## [PROBLEM REQUIREMENTS]
Line by line, give the data again exactly as it appears.

Saved data entries

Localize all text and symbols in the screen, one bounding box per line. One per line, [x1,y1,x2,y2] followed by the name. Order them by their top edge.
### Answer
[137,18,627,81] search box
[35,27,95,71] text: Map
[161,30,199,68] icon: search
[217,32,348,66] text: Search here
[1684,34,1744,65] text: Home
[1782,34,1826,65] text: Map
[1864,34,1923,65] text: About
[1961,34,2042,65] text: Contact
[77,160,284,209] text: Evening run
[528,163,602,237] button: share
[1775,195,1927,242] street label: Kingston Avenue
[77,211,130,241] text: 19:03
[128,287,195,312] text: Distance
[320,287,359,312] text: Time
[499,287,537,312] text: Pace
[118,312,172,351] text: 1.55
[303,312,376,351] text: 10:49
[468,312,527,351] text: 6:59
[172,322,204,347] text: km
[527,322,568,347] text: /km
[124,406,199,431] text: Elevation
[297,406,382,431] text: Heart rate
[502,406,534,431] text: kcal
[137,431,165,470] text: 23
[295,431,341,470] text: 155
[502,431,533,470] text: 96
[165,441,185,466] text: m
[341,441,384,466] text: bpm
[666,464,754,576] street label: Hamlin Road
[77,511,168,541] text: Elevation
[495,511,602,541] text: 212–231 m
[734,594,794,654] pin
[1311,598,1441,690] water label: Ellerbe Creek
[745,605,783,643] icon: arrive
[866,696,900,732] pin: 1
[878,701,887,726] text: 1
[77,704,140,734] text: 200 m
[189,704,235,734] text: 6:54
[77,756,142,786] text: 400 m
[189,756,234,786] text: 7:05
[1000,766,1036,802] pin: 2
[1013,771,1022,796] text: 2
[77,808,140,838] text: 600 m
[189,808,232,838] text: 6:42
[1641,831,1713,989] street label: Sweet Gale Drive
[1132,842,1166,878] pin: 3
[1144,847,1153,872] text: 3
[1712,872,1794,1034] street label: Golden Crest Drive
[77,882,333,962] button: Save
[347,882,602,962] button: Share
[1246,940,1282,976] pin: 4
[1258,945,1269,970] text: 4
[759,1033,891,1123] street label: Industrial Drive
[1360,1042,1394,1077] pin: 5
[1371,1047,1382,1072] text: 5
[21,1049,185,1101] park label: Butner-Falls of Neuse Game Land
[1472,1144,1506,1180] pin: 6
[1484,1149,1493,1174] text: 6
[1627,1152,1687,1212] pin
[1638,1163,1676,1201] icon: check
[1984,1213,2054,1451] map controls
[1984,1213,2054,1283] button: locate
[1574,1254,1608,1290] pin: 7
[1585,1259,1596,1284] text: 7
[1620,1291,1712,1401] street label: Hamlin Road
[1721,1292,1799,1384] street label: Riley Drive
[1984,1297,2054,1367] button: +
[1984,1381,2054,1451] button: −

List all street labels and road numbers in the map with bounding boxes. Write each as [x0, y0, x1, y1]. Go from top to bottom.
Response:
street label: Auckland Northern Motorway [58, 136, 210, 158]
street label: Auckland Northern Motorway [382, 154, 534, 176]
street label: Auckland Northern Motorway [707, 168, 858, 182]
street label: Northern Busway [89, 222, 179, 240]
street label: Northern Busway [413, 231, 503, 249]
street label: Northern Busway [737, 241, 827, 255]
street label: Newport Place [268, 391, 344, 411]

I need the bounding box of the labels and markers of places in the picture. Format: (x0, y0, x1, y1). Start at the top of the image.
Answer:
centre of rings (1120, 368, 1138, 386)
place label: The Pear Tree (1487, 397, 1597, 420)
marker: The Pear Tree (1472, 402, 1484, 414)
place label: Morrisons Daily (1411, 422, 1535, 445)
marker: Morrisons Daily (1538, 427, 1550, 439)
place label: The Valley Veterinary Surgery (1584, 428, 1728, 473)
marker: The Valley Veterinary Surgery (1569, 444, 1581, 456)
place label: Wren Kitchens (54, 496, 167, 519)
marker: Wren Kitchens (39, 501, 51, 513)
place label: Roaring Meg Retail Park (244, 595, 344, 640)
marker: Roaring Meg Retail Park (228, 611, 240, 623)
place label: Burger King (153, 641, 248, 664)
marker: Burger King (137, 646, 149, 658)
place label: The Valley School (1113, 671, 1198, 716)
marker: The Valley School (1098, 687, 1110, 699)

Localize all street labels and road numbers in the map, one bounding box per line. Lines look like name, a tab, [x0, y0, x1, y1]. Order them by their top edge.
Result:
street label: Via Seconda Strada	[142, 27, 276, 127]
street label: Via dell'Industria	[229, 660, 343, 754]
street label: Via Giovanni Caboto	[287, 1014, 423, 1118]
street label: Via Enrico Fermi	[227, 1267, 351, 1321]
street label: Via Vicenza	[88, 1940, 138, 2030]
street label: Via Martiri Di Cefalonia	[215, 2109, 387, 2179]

## [TASK RESPONSE]
Localize all text and symbols in the screen, one bounding box per line. One per line, [x1,y1,x2,y2] followed by the name. Order them by their top edge.
### Answer
[137,18,627,81] search box
[35,27,95,71] text: Map
[161,30,199,68] icon: search
[217,32,348,66] text: Search here
[1684,34,1744,65] text: Home
[1782,34,1826,65] text: Map
[1864,34,1923,65] text: About
[1961,34,2042,65] text: Contact
[77,160,284,209] text: Evening run
[528,163,602,237] button: share
[1775,195,1927,242] street label: Kingston Avenue
[77,211,130,241] text: 19:03
[128,287,195,312] text: Distance
[320,287,359,312] text: Time
[499,287,537,312] text: Pace
[118,312,172,351] text: 1.55
[303,312,376,351] text: 10:49
[468,312,527,351] text: 6:59
[172,322,204,347] text: km
[527,322,568,347] text: /km
[124,406,199,431] text: Elevation
[297,406,382,431] text: Heart rate
[502,406,534,431] text: kcal
[137,431,165,470] text: 23
[295,431,341,470] text: 155
[502,431,533,470] text: 96
[165,441,185,466] text: m
[341,441,384,466] text: bpm
[666,464,754,576] street label: Hamlin Road
[77,511,168,541] text: Elevation
[495,511,602,541] text: 212–231 m
[734,594,794,654] pin
[1311,598,1441,690] water label: Ellerbe Creek
[745,605,783,643] icon: arrive
[866,696,900,732] pin: 1
[878,701,887,726] text: 1
[77,704,140,734] text: 200 m
[189,704,235,734] text: 6:54
[77,756,142,786] text: 400 m
[189,756,234,786] text: 7:05
[1000,766,1036,802] pin: 2
[1013,771,1022,796] text: 2
[77,808,140,838] text: 600 m
[189,808,232,838] text: 6:42
[1641,831,1713,989] street label: Sweet Gale Drive
[1132,842,1166,878] pin: 3
[1144,847,1153,872] text: 3
[1712,872,1794,1034] street label: Golden Crest Drive
[77,882,333,962] button: Save
[347,882,602,962] button: Share
[1246,940,1282,976] pin: 4
[1258,945,1269,970] text: 4
[759,1033,891,1123] street label: Industrial Drive
[1360,1042,1394,1077] pin: 5
[1371,1047,1382,1072] text: 5
[21,1049,185,1101] park label: Butner-Falls of Neuse Game Land
[1472,1144,1506,1180] pin: 6
[1484,1149,1493,1174] text: 6
[1627,1152,1687,1212] pin
[1638,1163,1676,1201] icon: check
[1984,1213,2054,1451] map controls
[1984,1213,2054,1283] button: locate
[1574,1254,1608,1290] pin: 7
[1585,1259,1596,1284] text: 7
[1620,1291,1712,1401] street label: Hamlin Road
[1721,1292,1799,1384] street label: Riley Drive
[1984,1297,2054,1367] button: +
[1984,1381,2054,1451] button: −

List all street labels and road numbers in the map with bounding boxes. Write each as [x0, y0, x1, y1]. Go from top to bottom.
Response:
street label: Auckland Northern Motorway [58, 136, 210, 158]
street label: Auckland Northern Motorway [382, 154, 534, 176]
street label: Auckland Northern Motorway [707, 168, 858, 182]
street label: Northern Busway [89, 222, 179, 240]
street label: Northern Busway [413, 231, 503, 249]
street label: Northern Busway [737, 241, 827, 255]
street label: Newport Place [268, 391, 344, 411]

I need the bounding box of the labels and markers of places in the picture. Format: (x0, y0, x1, y1). Start at the top of the image.
Answer:
centre of rings (1120, 368, 1138, 386)
place label: The Pear Tree (1487, 397, 1597, 420)
marker: The Pear Tree (1472, 402, 1484, 414)
place label: Morrisons Daily (1411, 422, 1535, 445)
marker: Morrisons Daily (1538, 427, 1550, 439)
place label: The Valley Veterinary Surgery (1584, 428, 1728, 473)
marker: The Valley Veterinary Surgery (1569, 444, 1581, 456)
place label: Wren Kitchens (54, 496, 167, 519)
marker: Wren Kitchens (39, 501, 51, 513)
place label: Roaring Meg Retail Park (244, 595, 344, 640)
marker: Roaring Meg Retail Park (228, 611, 240, 623)
place label: Burger King (153, 641, 248, 664)
marker: Burger King (137, 646, 149, 658)
place label: The Valley School (1113, 671, 1198, 716)
marker: The Valley School (1098, 687, 1110, 699)

Localize all street labels and road numbers in the map, one bounding box per line. Lines look like name, a tab, [x0, y0, x1, y1]. Order them by their top edge.
Result:
street label: Via Seconda Strada	[142, 27, 276, 127]
street label: Via dell'Industria	[229, 660, 343, 754]
street label: Via Giovanni Caboto	[287, 1014, 423, 1118]
street label: Via Enrico Fermi	[227, 1267, 351, 1321]
street label: Via Vicenza	[88, 1940, 138, 2030]
street label: Via Martiri Di Cefalonia	[215, 2109, 387, 2179]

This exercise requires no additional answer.